---------- Provided entries ----------

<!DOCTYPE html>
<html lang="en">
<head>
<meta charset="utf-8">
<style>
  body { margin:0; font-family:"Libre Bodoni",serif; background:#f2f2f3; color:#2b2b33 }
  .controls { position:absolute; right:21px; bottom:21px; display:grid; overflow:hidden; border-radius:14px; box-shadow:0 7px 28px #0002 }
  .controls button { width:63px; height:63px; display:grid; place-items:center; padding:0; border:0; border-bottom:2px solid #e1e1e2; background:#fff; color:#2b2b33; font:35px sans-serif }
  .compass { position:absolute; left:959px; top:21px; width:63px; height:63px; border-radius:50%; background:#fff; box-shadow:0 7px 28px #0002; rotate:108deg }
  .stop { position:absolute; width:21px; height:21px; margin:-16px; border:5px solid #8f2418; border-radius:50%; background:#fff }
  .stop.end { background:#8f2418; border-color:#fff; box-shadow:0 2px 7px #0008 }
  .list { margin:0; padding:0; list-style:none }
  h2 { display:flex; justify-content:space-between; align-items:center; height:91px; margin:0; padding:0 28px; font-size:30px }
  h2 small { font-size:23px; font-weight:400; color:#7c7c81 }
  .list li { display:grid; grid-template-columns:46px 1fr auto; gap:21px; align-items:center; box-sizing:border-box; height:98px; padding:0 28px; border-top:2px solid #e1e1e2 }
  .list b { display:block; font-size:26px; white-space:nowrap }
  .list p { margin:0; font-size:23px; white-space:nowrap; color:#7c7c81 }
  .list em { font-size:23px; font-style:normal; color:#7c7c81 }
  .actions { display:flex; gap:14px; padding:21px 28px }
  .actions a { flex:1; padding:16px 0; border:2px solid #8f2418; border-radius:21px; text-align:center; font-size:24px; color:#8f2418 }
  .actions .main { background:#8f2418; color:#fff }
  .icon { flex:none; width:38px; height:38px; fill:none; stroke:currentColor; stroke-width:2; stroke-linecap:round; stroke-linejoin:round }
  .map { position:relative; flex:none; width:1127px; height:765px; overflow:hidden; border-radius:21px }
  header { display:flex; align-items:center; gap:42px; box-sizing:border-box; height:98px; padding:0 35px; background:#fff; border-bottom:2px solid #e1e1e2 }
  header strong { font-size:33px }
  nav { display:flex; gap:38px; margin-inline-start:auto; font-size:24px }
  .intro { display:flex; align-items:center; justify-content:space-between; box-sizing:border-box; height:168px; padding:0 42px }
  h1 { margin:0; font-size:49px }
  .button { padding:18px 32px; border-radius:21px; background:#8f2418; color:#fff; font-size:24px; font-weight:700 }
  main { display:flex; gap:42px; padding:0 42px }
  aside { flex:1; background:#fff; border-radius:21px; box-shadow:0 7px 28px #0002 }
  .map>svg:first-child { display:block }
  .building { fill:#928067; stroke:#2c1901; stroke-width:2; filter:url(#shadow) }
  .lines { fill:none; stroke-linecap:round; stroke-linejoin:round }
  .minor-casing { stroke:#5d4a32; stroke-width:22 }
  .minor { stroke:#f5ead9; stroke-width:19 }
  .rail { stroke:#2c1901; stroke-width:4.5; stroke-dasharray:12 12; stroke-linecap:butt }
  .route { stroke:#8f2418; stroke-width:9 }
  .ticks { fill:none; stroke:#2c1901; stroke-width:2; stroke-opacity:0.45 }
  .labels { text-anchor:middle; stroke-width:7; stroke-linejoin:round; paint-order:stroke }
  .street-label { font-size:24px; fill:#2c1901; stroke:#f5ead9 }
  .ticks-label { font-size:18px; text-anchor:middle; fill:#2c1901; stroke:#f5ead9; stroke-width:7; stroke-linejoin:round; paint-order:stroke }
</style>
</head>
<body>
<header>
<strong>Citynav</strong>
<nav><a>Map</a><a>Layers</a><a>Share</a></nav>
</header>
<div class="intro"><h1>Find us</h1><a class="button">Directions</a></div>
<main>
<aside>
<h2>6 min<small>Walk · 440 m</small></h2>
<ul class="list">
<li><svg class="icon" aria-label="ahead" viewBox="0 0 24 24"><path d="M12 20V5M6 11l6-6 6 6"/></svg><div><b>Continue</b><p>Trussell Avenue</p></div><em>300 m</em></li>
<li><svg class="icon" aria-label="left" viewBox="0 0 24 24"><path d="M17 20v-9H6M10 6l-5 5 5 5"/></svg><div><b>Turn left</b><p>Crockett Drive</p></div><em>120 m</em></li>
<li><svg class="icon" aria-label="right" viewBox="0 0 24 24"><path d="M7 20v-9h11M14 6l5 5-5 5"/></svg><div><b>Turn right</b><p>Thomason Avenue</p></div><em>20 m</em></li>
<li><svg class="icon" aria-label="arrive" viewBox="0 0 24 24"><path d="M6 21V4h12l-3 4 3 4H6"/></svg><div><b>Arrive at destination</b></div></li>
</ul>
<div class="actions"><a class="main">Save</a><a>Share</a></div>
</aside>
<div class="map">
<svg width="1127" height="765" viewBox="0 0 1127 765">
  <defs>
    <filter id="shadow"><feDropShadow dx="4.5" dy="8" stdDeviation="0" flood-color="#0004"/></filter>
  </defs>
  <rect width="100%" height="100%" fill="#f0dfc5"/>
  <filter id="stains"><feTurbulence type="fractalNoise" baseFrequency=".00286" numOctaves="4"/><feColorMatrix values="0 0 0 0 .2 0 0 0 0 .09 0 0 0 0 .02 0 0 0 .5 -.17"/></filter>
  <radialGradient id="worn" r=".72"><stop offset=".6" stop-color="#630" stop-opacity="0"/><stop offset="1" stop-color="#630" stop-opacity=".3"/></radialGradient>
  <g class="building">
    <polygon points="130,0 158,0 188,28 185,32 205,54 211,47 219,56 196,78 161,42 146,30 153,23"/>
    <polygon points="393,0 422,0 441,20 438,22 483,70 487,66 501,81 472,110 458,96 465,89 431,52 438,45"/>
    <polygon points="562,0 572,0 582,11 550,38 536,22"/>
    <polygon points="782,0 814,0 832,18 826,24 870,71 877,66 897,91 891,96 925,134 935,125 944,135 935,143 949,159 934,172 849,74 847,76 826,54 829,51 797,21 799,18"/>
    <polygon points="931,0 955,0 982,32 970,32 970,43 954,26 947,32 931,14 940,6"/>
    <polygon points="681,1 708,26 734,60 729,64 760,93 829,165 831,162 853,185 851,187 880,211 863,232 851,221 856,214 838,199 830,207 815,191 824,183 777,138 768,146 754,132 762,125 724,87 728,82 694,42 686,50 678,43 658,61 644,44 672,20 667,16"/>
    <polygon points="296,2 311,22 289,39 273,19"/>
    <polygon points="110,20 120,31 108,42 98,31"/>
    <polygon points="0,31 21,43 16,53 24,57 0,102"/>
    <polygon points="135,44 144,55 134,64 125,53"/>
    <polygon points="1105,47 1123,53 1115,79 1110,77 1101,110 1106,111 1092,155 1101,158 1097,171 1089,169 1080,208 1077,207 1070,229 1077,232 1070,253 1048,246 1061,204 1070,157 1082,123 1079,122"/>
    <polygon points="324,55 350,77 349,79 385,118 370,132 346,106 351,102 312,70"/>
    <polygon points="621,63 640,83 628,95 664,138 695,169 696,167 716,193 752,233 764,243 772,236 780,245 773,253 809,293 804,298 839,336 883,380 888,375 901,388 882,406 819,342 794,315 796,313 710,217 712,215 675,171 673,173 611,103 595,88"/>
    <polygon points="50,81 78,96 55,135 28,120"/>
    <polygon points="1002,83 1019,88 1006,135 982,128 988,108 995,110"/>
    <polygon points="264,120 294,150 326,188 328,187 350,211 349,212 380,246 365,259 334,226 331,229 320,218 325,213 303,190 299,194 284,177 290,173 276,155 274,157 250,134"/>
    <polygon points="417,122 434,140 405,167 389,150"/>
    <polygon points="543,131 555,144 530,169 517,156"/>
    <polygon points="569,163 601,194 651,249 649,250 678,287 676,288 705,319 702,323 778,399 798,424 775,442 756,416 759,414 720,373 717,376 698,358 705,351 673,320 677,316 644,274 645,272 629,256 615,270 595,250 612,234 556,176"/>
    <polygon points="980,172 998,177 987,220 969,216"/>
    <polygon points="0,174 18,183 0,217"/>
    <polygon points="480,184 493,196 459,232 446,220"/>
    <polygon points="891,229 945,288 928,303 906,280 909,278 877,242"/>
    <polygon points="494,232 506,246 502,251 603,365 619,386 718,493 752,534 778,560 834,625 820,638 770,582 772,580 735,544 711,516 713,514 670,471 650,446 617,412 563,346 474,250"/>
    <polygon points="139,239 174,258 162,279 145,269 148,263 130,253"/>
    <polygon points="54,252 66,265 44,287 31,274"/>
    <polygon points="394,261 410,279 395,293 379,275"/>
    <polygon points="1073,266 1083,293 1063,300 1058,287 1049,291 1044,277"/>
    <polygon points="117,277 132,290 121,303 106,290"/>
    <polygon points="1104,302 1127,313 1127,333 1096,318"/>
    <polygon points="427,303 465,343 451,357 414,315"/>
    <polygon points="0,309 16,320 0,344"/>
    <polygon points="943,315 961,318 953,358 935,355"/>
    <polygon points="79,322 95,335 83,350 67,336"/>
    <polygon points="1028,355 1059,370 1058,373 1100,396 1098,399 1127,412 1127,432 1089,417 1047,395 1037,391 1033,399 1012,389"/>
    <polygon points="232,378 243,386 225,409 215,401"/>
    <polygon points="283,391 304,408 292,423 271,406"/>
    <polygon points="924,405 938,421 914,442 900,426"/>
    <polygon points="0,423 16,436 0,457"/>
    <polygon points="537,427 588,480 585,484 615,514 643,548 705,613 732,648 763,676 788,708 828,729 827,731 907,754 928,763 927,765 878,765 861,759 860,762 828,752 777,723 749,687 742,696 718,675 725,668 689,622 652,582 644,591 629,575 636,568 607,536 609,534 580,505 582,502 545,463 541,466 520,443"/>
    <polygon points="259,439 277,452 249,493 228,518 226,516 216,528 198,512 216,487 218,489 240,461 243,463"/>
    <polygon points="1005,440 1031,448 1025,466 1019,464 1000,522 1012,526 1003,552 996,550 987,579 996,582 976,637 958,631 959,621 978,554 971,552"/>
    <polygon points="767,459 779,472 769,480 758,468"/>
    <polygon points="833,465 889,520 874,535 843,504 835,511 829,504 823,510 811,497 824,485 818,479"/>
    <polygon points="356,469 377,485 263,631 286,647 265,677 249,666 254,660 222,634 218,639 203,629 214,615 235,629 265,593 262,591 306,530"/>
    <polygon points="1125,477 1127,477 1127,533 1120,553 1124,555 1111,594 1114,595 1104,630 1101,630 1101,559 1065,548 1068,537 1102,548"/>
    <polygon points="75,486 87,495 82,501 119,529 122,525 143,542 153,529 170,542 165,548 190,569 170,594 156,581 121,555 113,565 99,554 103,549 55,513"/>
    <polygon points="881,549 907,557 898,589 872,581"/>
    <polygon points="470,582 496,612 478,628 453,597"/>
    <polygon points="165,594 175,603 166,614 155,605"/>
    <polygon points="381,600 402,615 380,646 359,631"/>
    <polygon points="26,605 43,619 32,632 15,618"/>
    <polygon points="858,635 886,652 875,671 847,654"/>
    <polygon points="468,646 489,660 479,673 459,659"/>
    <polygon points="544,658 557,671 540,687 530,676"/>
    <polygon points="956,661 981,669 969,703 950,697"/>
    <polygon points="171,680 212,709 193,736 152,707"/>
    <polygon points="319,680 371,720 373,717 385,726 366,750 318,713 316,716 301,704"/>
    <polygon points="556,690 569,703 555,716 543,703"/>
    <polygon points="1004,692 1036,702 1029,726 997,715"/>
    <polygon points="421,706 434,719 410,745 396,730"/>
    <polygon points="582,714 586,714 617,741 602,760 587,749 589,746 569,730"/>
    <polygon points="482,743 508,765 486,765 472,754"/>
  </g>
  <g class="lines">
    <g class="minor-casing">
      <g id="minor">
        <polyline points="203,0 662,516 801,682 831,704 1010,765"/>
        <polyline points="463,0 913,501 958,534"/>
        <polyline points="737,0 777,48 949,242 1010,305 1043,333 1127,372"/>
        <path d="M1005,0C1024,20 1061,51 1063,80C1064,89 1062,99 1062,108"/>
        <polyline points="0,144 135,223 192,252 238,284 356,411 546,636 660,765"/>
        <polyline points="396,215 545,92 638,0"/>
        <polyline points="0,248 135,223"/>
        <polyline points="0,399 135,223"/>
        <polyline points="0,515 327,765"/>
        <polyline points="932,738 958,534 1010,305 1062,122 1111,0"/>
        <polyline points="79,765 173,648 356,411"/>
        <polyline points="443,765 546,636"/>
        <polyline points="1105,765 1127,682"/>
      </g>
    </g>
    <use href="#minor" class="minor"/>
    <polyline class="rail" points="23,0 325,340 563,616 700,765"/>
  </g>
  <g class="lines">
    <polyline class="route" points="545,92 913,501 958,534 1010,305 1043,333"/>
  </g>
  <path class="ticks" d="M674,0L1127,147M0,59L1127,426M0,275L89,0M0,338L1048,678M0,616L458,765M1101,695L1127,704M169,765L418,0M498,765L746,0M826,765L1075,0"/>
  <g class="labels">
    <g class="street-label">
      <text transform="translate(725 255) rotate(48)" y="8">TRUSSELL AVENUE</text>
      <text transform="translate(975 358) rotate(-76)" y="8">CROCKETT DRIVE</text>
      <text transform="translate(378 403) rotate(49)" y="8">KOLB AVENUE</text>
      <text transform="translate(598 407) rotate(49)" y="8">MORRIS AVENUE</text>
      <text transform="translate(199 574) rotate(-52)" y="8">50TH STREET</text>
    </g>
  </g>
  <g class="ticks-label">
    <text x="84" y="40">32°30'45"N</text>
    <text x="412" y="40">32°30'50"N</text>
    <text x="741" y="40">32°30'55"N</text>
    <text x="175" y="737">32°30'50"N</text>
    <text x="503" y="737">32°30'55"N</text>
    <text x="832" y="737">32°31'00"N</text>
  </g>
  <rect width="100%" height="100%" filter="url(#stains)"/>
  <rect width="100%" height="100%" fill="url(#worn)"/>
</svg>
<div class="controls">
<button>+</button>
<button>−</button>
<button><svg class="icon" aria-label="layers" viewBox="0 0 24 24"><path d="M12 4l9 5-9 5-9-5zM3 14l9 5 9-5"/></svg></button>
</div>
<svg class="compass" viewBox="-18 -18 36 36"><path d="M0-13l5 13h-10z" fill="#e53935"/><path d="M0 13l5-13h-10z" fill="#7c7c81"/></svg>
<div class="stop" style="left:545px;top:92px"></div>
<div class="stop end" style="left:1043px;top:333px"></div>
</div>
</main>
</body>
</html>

----------

Exercise directions:
Nothing but an exact copy of the lines from the first one above through the line holding "background:#8f2418; border-color:#fff; box-shadow:0" should be returned.

Solution for this problem:
<!DOCTYPE html>
<html lang="en">
<head>
<meta charset="utf-8">
<style>
  body { margin:0; font-family:"Libre Bodoni",serif; background:#f2f2f3; color:#2b2b33 }
  .controls { position:absolute; right:21px; bottom:21px; display:grid; overflow:hidden; border-radius:14px; box-shadow:0 7px 28px #0002 }
  .controls button { width:63px; height:63px; display:grid; place-items:center; padding:0; border:0; border-bottom:2px solid #e1e1e2; background:#fff; color:#2b2b33; font:35px sans-serif }
  .compass { position:absolute; left:959px; top:21px; width:63px; height:63px; border-radius:50%; background:#fff; box-shadow:0 7px 28px #0002; rotate:108deg }
  .stop { position:absolute; width:21px; height:21px; margin:-16px; border:5px solid #8f2418; border-radius:50%; background:#fff }
  .stop.end { background:#8f2418; border-color:#fff; box-shadow:0 2px 7px #0008 }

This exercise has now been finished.